The Power BI executive dashboard is embedded within the platform's management console, consuming the PostgreSQL operational database via DirectQuery mode. Group management has real-time visibility into: booking volumes by entity and product line, revenue versus target by month, outstanding receivables ageing, supplier liability exposure, and MICE project margin by event. The dashboard refreshes every 15 minutes and supports drill-down from group-level aggregates to individual booking records. Prior to this implementation, equivalent reporting required 3–4 hours of manual spreadsheet assembly.

The MICE project management module handles end-to-end event servicing: RFP management, venue and supplier contracting, event timeline and milestone tracking, client communication logs, and post-event reconciliation. All MICE project financials flow directly into the Dynamics sync pipeline, eliminating the previous manual keying of event costs into the accounting system.

The Impact

The unified platform went live for Square International's Dubai headquarters in March 2025 after a 3-week parallel run period. The Saudi Arabia expansion entity was onboarded to the platform in May 2025, validating the multi-entity architecture built during Phase 1.

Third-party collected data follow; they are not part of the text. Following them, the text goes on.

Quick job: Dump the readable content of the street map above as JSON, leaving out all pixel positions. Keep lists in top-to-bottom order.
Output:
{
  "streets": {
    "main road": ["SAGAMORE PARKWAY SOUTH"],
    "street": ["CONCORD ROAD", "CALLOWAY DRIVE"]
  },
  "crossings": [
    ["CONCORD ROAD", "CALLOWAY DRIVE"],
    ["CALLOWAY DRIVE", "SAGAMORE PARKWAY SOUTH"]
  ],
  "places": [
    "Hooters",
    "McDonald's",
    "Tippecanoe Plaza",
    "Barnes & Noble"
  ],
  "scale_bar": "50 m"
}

Three legacy systems — the Amadeus mid-office application, the Microsoft Dynamics standalone instance (replaced by the integration layer), and the bespoke PHP MICE system — were decommissioned following the transition. The combined licensing cost of the three legacy systems, approximately AED 340K annually, has been replaced by the new platform's running cost, representing a net saving of AED 180K annually after platform licensing.

Operational overhead — measured as the total staff time allocated to system administration, data reconciliation, and reporting tasks across finance and operations — fell by 44%. The finance team's month-end close process, previously taking 3–4 days, now completes in under 8 hours. The 89% reduction in reconciliation time reflects the elimination of the manual booking-to-accounting reconciliation process, which was the single largest time sink.

Real-time revenue visibility — the executive dashboard showing live booking and revenue data — has had a secondary strategic impact: the management team's weekly business review has shifted from retrospective reporting to forward-looking planning, supported by current data rather than week-old exports.